Restore and modify trucks, tractors and useful vehicles while you can, it will give some work to local businesses and add to community cohesion, a flatbed truck and a mini-bus in each small town would be ideal
Slow revving spark ignition engines (two to four litres) from the seventies and eighties are most suitable as the high tech and high revving modern motors will be near impossible to maintain without a dealer network.
We will run out of bearings, joints, tyres and other spares at some point, but we will have gained valuable breathing space while other arrangements are being tested
Cheers
Rob
http://nakedmechanic.blogspot.com/search/label/woodgas%20ute
Horses will not be in wide usage again, unless/until there is a big die-off of humans. If a horse is going to eat, several humans won't. There is only so much sunshine to shine on crops to feed humans and their beasts.
Dear Brian,
I read your post with much interest.
Like you, I believe that fossil fuels will be running short very soon, and that horses can help with the quandary we will soon be in.
At the Irish Workhorse Association, we do not "treat horses as abstractions, with no sense of the work or limits involved", as all of us have horses, and work them.
We are also acutely aware of the problems of training both horses and people, and some of us currently organise training courses, or take in horses for training.
You might like to look at our website or contact one of us directly for more information about our association.
to Mary. I know very well that putting shoes on horses is bad for them, I am promoting barefoot driving, and my horses are worked (and driven), barefoot.
Christophe Mouze
Secretary Irish Workhorse Association
www.workinghorses.ie
Ronald,
Interesting pictures – I wish I could read Dutch as well as, it seems, all Dutch people can speak English. :-)
Was this a historical re-creation?
Mary,
I think you are exactly right about the reasons for horses’ jumpy behaviour. On a slight tangent, one thing I always found fascinating is that horses evolved in what is now the Americas, where they had to outrun things like three-metre-high bears and Smilodons – but all those species were wiped out when humans first arrived. There used to be many species across the Americas, Eurasia and Africa, and only a few – horse, donkey, zebra – have survived, while only the horse and donkey can be domesticated.
About mistreatment: I discovered in my research that the abuse of streetcar horses led one man to start the ASPCA, and we need to make sure that such abuse does not resurface.
On the other hand, the historian John White commented cynically that horses were the most well-treated of all the components in the system, and wonders why no one started such a society for the human workers.
Naked Mechanic,
Great to meet you, as it were, and thanks for the link. I love Low-Tech magazine, as you can see looking at my favourites list, and think Kris DeDecker’s articles should be front-page news the world round.

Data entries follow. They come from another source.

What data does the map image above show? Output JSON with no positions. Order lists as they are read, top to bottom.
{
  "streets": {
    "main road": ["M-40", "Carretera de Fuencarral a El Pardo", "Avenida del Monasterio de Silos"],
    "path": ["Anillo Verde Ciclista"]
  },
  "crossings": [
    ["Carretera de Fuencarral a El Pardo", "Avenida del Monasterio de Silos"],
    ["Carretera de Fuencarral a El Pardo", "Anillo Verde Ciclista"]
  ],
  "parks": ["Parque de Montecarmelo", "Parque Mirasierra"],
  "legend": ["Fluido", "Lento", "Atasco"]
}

A number of people have written back about bio-fuels – as I mentioned, I understand we can never run our current auto fleet on them, but I allow we might be able to run buses or emergency vehicles. Your link, however, opens up a whole new set of possibilities, and I especially like that you have first-hand experience. I will continue to follow your projects – thank you.
Anonymous,
A fair point, but horses can do valuable work to help us grow food, and to help bring it to market – and for themselves, they can eat things like grass that we cannot. I fear greatly that we might extinguish everything except that which produces food for us, and I hope we take a different course.
Christopher,
Keep me posted about your courses -- I might like to take some. Good luck in your new endeavour.

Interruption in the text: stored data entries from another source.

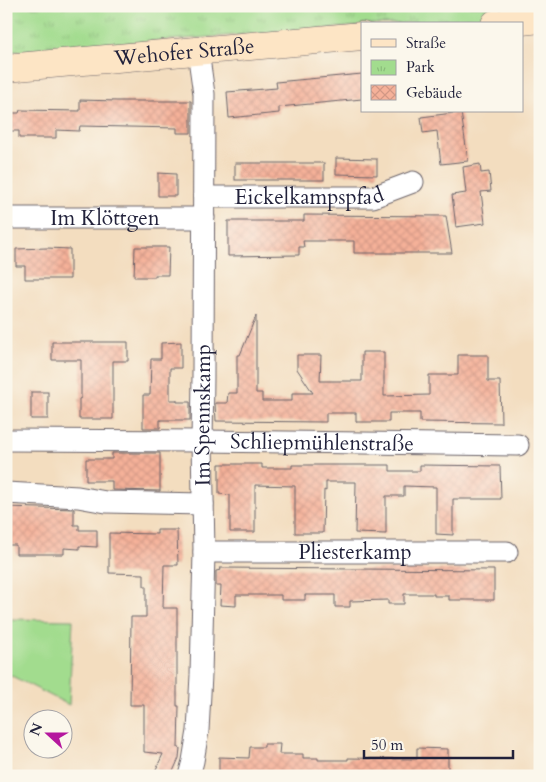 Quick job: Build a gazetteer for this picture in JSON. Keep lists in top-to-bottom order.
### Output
{
  "streets": {
    "street": [
      "Wehofer Straße",
      "Eickelkampspfad",
      "Im Klöttgen",
      "Im Spennskamp",
      "Schliepmühlenstraße",
      "Pliesterkamp"
    ]
  },
  "crossings": [
    ["Wehofer Straße", "Im Spennskamp"],
    ["Eickelkampspfad", "Im Klöttgen"],
    ["Eickelkampspfad", "Im Spennskamp"],
    ["Im Klöttgen", "Im Spennskamp"],
    ["Im Spennskamp", "Schliepmühlenstraße"],
    ["Im Spennskamp", "Pliesterkamp"]
  ],
  "legend": ["Straße", "Park", "Gebäude"],
  "scale_bar": "50 m",
  "north": "left"
} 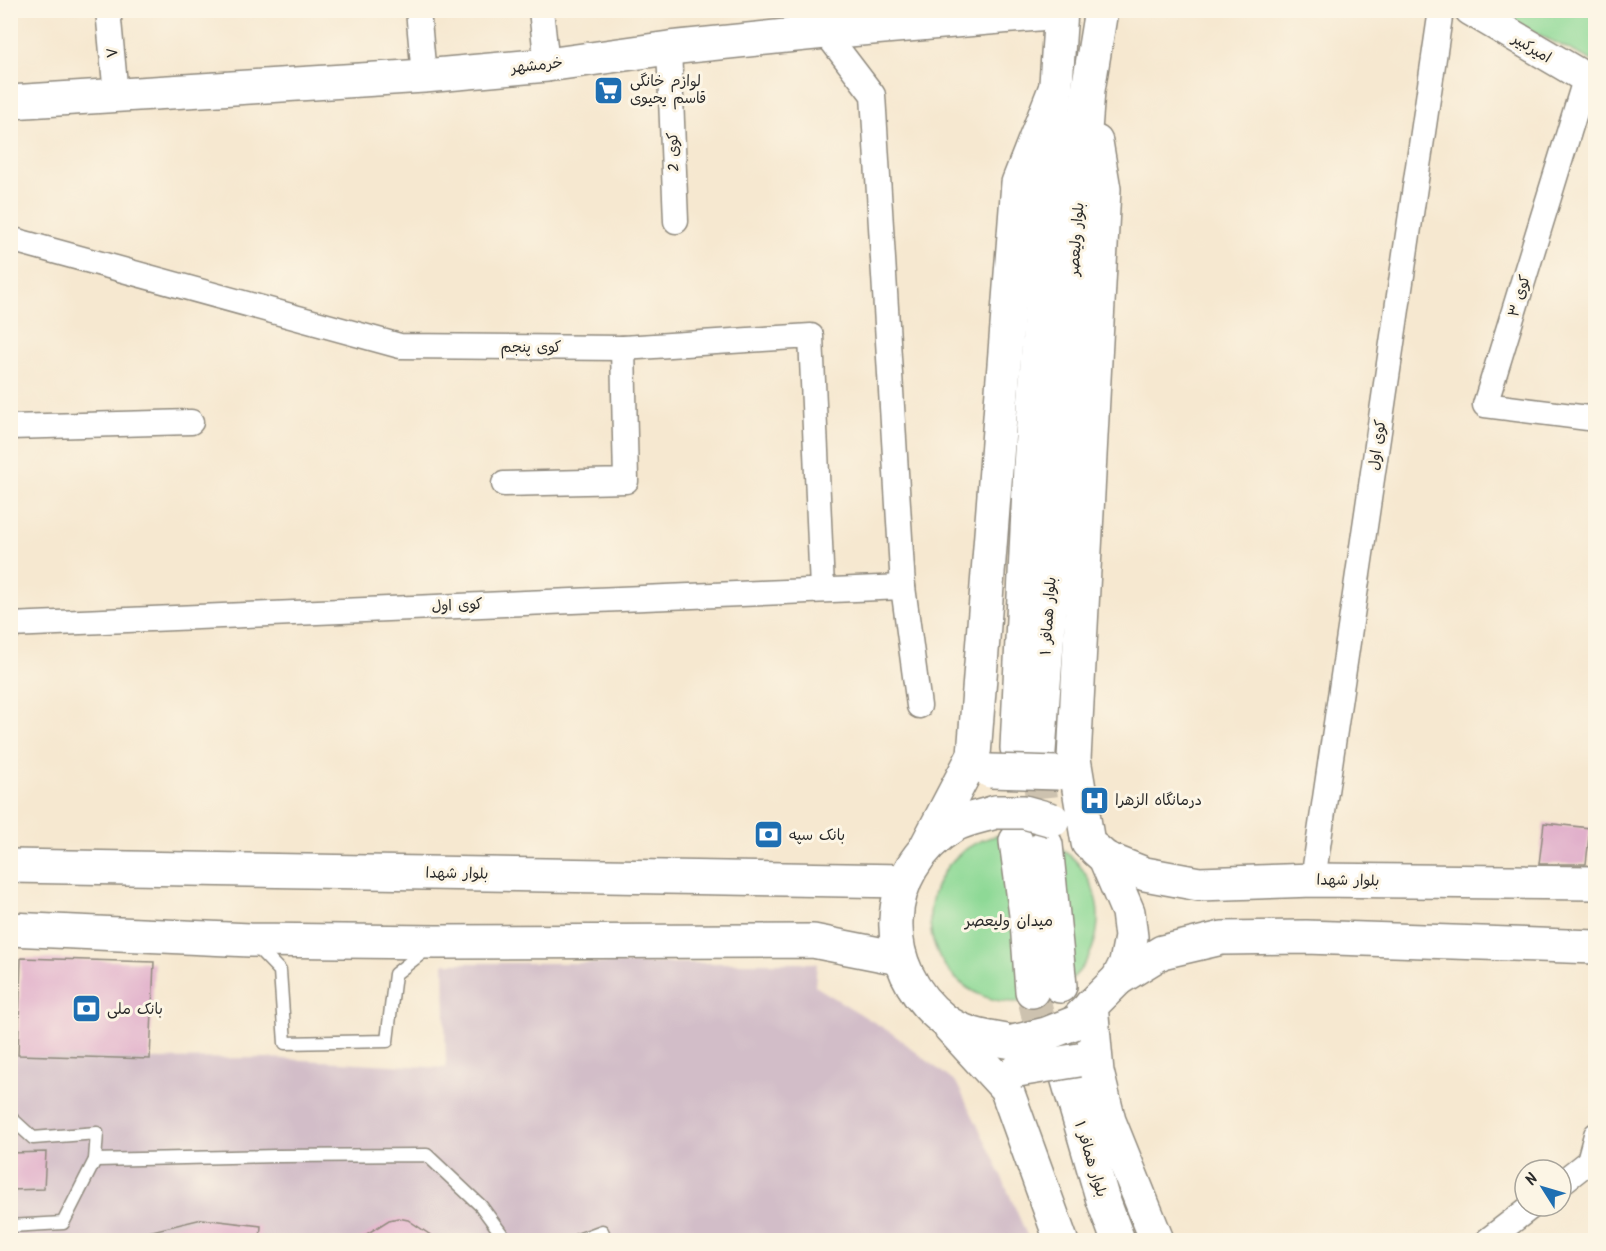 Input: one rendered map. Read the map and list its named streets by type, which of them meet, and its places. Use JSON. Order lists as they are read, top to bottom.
{
  "streets": {
    "main road": [
      "خرمشهر",
      "بلوار ولیعصر",
      "بلوار همافر ۱",
      "بلوار شهدا"
    ],
    "street": [
      "امیرکبیر",
      "۷",
      "کوی 2",
      "کوی ۳",
      "کوی پنجم",
      "کوی اول"
    ]
  },
  "crossings": [
    ["امیرکبیر", "کوی ۳"],
    ["۷", "خرمشهر"],
    ["خرمشهر", "کوی 2"],
    ["خرمشهر", "بلوار ولیعصر"],
    ["بلوار ولیعصر", "بلوار همافر ۱"],
    ["کوی پنجم", "کوی اول"],
    ["کوی اول", "بلوار شهدا"]
  ],
  "districts": ["میدان ولیعصر"],
  "places": {
    "supermarket": ["لوازم خانگی قاسم یحیوی"],
    "hospital": ["درمانگاه الزهرا"],
    "bank": ["بانک سپه", "بانک ملی"]
  },
  "north": "top left"
}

Hi Brian, excellent post. I've thought quite a bit as of late about a return to horses, wondering how it would work here in Southern Ontario. The words 'very awkwardly' came to mind, at least in Toronto and the GTA.
There is a small rural equestrian community about an hour north of Toronto call The Grange, very beautiful and very exclusive. I guess it goes without saying that horses have become synonymous with wealth. Ontario has a thriving horse culture but it seems to be centered largely on Eventing like dressage or jumping or racing. And since horses have ceased to be useful to society in the general ways of years ago, they have been relegated to the 'expensive hobby' category. Most people I know see horses as something to go for a trail ride on or wager on at the track. There would need to be a pretty big paradigm shift for people to consider them in a new (old) way.

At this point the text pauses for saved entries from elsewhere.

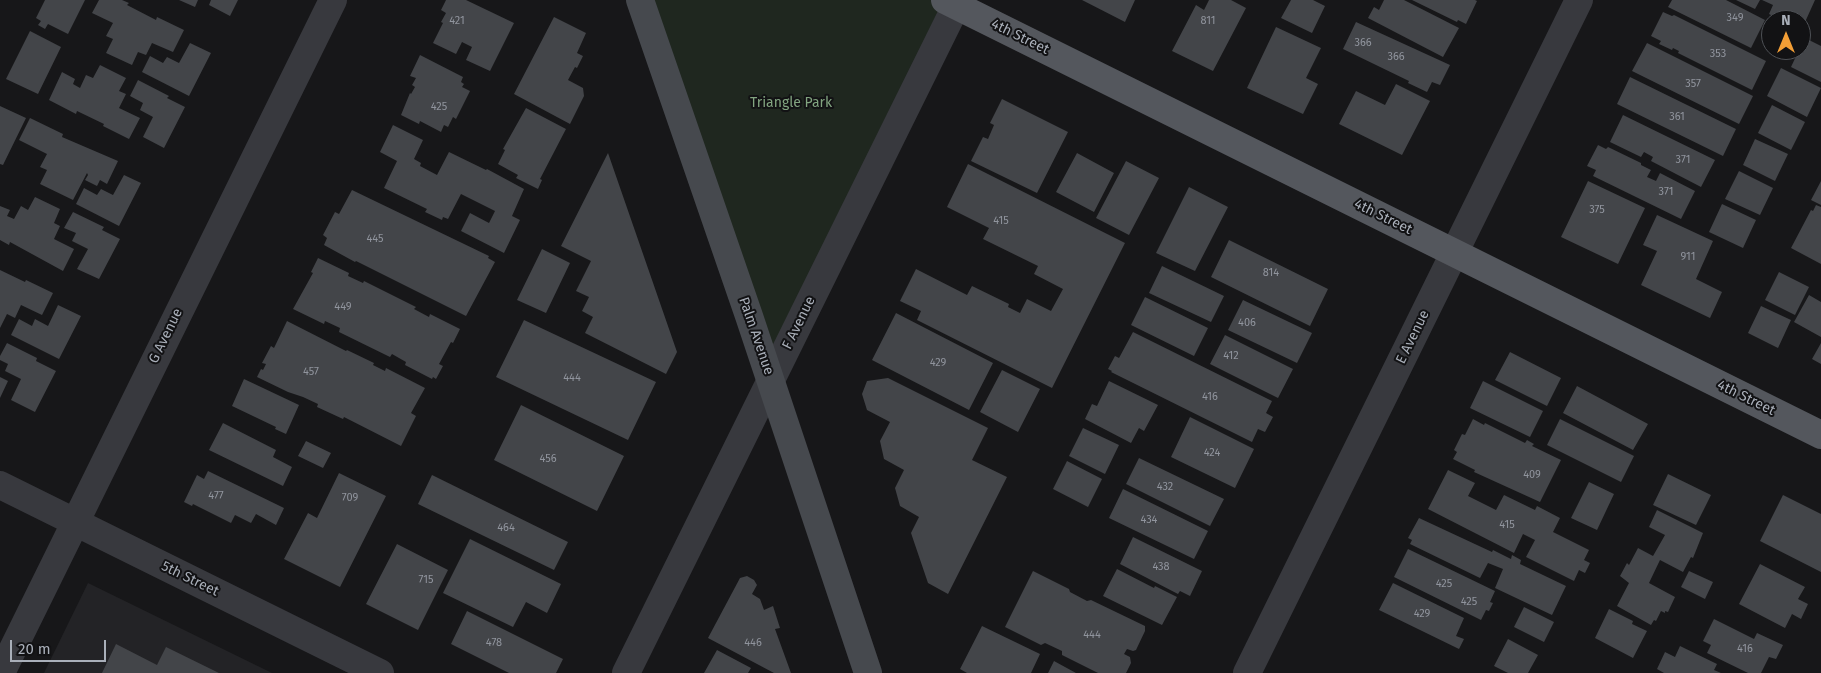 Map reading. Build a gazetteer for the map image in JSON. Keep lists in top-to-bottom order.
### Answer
{
  "streets": {
    "main road": ["4th Street"],
    "street": [
      "F Avenue",
      "G Avenue",
      "Palm Avenue",
      "E Avenue",
      "5th Street"
    ]
  },
  "crossings": [
    ["4th Street", "F Avenue"],
    ["4th Street", "E Avenue"],
    ["F Avenue", "Palm Avenue"],
    ["G Avenue", "5th Street"]
  ],
  "parks": ["Triangle Park"],
  "house_numbers": [
    "349",
    "421",
    "811",
    "366",
    "353",
    "366",
    "357",
    "425",
    "361",
    "371",
    "371",
    "375",
    "415",
    "445",
    "911",
    "814",
    "449",
    "406",
    "412",
    "429",
    "457",
    "444",
    "416",
    "424",
    "456",
    "409",
    "432",
    "477",
    "709",
    "434",
    "415",
    "464",
    "438",
    "715",
    "425",
    "425",
    "429",
    "444",
    "478",
    "446",
    "416"
  ],
  "scale_bar": "20 m",
  "north": "top"
} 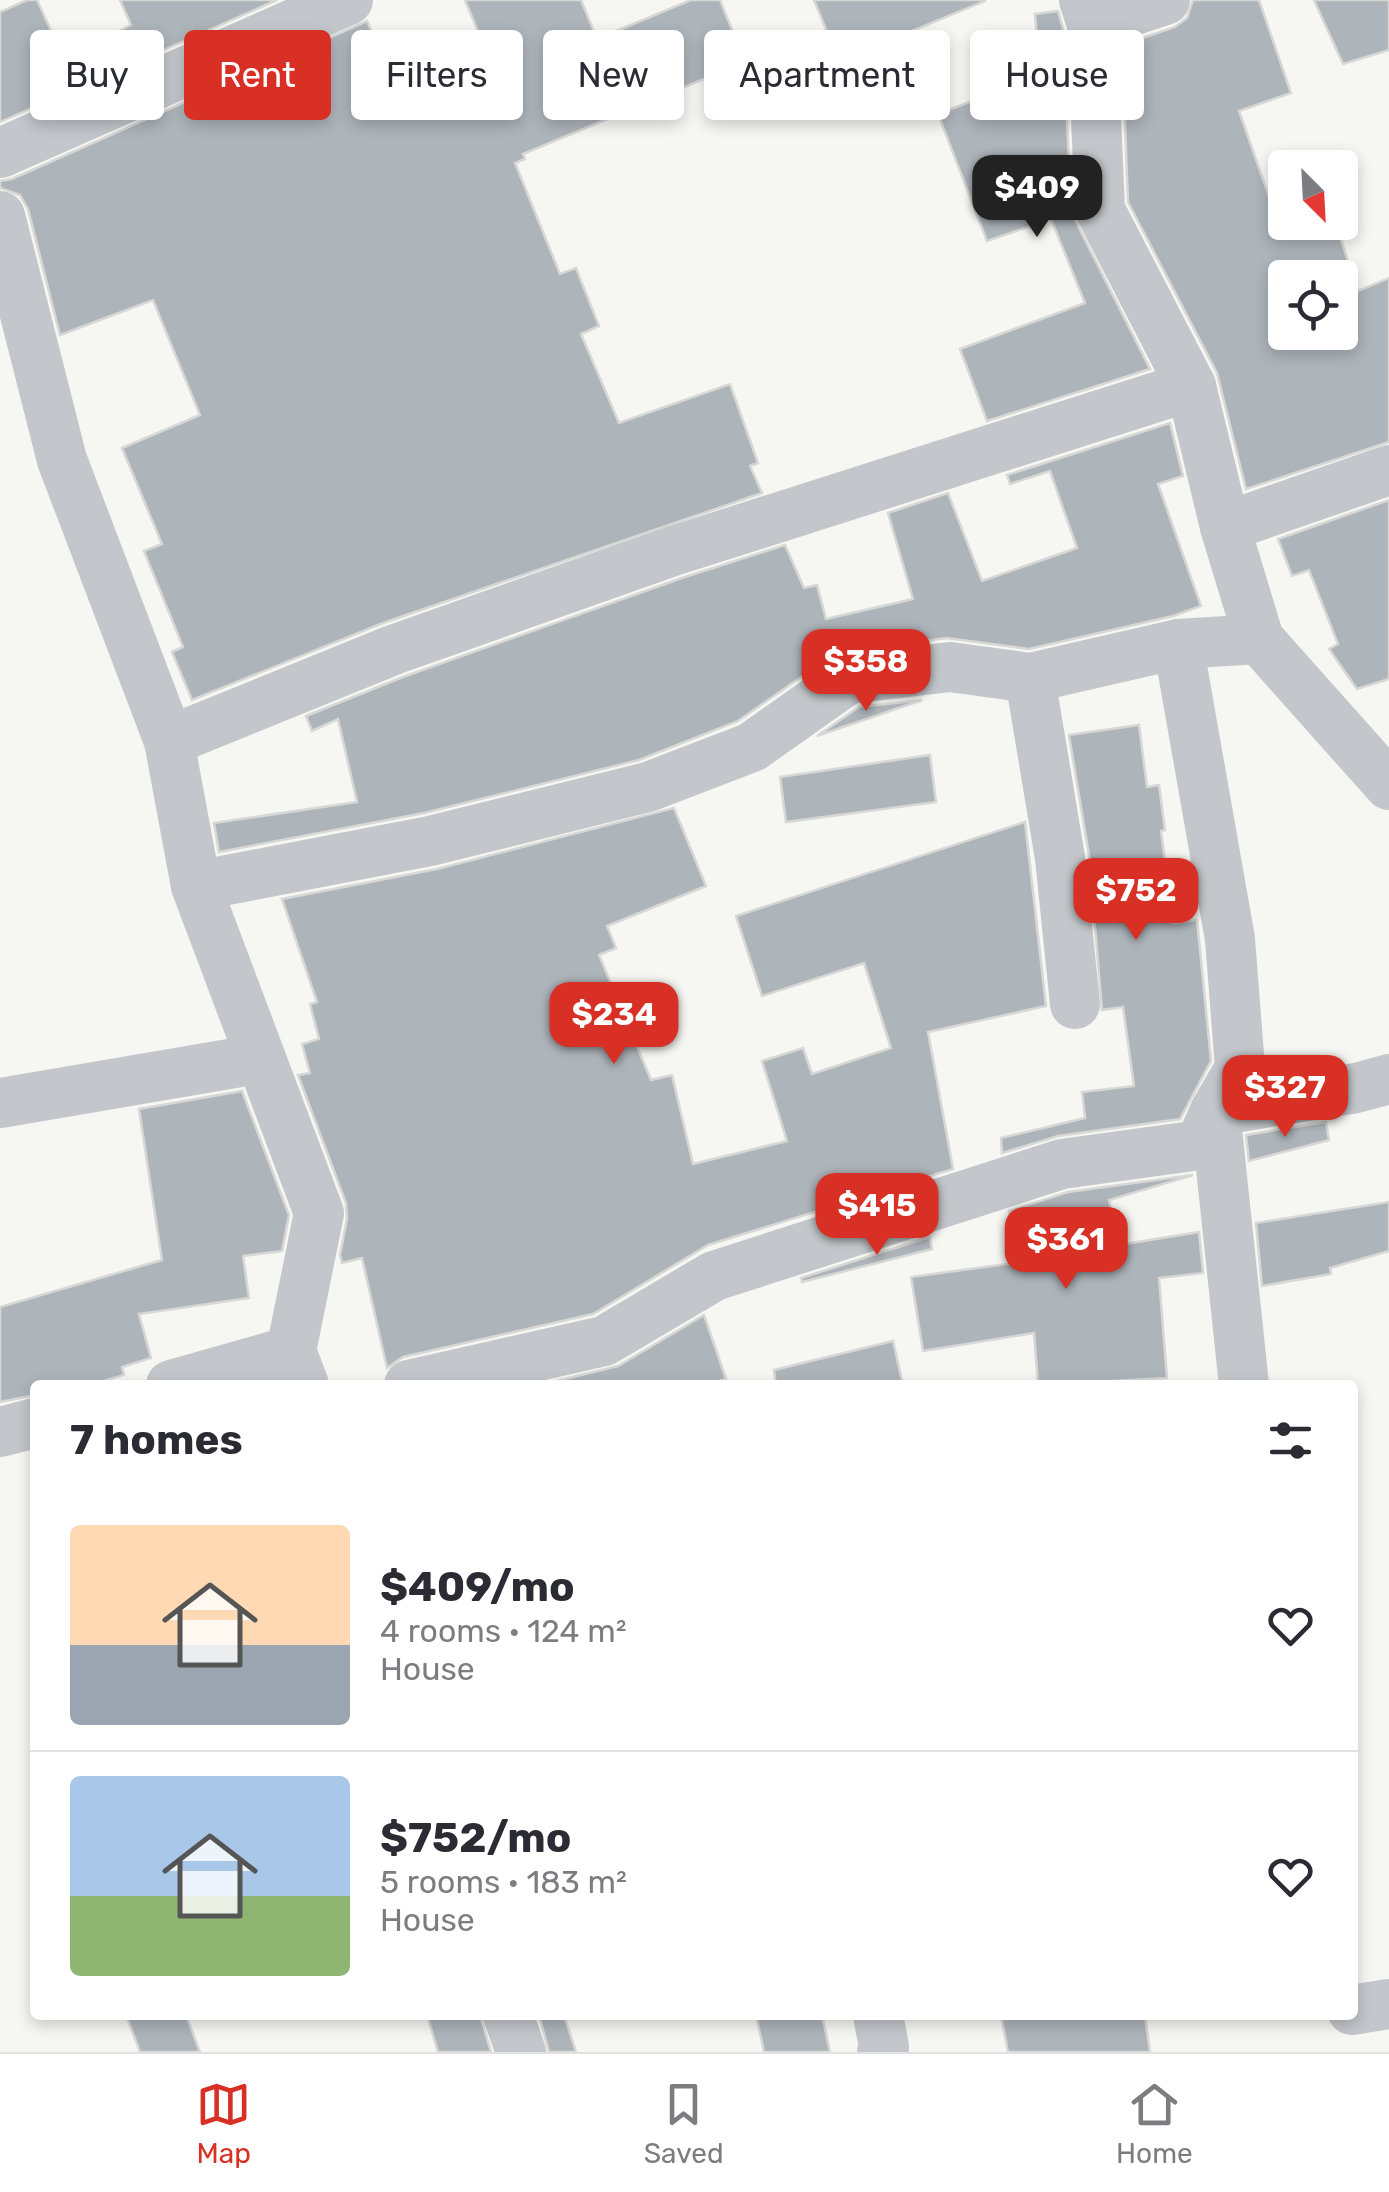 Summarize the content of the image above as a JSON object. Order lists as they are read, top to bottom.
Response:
{
  "north": "bottom right",
  "page": {
    "chip": [
      "Buy",
      "Rent",
      "Filters",
      "New",
      "Apartment",
      "House"
    ],
    "price": [
      "$409",
      "$358",
      "$752",
      "$234",
      "$327",
      "$415",
      "$361"
    ],
    "heading": "7 homes",
    "list": [
      {
        "name": "$409/mo",
        "note": "4 rooms · 124 m² · House"
      },
      {
        "name": "$752/mo",
        "note": "5 rooms · 183 m² · House"
      }
    ],
    "tabs": ["Map", "Saved", "Home"]
  }
}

I am not sure how many police forces have horses but the Toronto police have had a Mounted Unit for decades. Toronto also has riding stables located mid-town called Sunnybrook Stables although their focus is on riding and dressage. Unless the municipalities here move toward horsepower on a larger scale, I would agree with kjmclark, bikes are what I see most people gravitating toward. But for those in more rural areas and small towns, horses will be more viable sooner, simply because those communities are better equipped.
A couple of years ago I had a dream that I took my horse to work and left it hitched up in the buildings' parking garage beside all the cars. Perhaps the dream was prophetic.
In regards to the comment about horses competing for food with humans...
I agree with Brian that horses can eat grass, which humans cannot. But there's more to it than that...
Food grown for humans is typically grown on ground which is frequently tilled, exposing all of the important organic matter to the air, thus oxidizing it. This is one of our greatest sources of anthropogenic CO2 emissions, in addition to the fact that it also destroys the productivity of the soil by greatly reducing organic matter. Tillage is bad, no matter how you look at it, but it's a necessary evil. The fact is that you really don't want to till everything.
With that said, tillable ground is not the shortage facing humans and our food sources. A very small amount will feed a lot of people.
When you to till soil for growing crops, you need fertilizer to replace the lost nutrients and organic matter. Manure -- from pasture grazing animals such as horses -- is your best source for this. So by keeping grazing animals, you rejuvenate soils by keeping them in pasture, and you also produce a farmer-directable source of fertility for the soils that you do have to till.
And finally -- horses aren't just for transportation -- they help us grow food directly, as they do on my own farm. Attempting to plow a field by hand will make you appreciate a horse very quickly!
Knitting Bouvier,
Thank you! I think horses are an expensive hobby many places, but at least there is a horse culture, a place from which an infrastructure could expand. I would love to see you and KJM be right about bicycles – not just because I want people to ride, but because it implies a level of industry I hope we have indefinitely.
I’ll see your dream and raise you mine; an abandoned Sam’s Club store turned into a livery stable. :-)
Brain -- I agree with you, horses can be eaten just like cattle. The problem is our federal government decided to close those facilities that processed horse meat. What that means is you can't sell a horse for anything close to what it is worth unless it is a high end horse no one can afford because people still have horses that are 20+ years old and have limited use. You certainly aren’t going to be seeing any young work horses out there. Let the government make the rules and I guarantee you it will be a mess.
El futuro viaja a lomos de mula.
Un saludo
Perhaps I am about 7 years to comment on the topic, yet since I'm here, some other people may want to reat the post in the future. I am not a specialist, though being working in agriculture for about 2 years. But just to give you the number: feeding horses is not about what you grow, rather about how much area you need for that. So, to give you a number: in XIX century about a quarter of all area dedicated to agriculture was used to "power" horses (Source: Jurgen Osterhammel, "Metamorphose of the World"). Fields, on which horses just ate grass, counted among them. And this at the times when railroad was available.
Producing just enough food and giving just enough space for horses to power something on the scale of modern public transportation system will take a comparable fraction from people to horses. Or new grounds will be needed - and that means forests. I don't think this is such a good idea.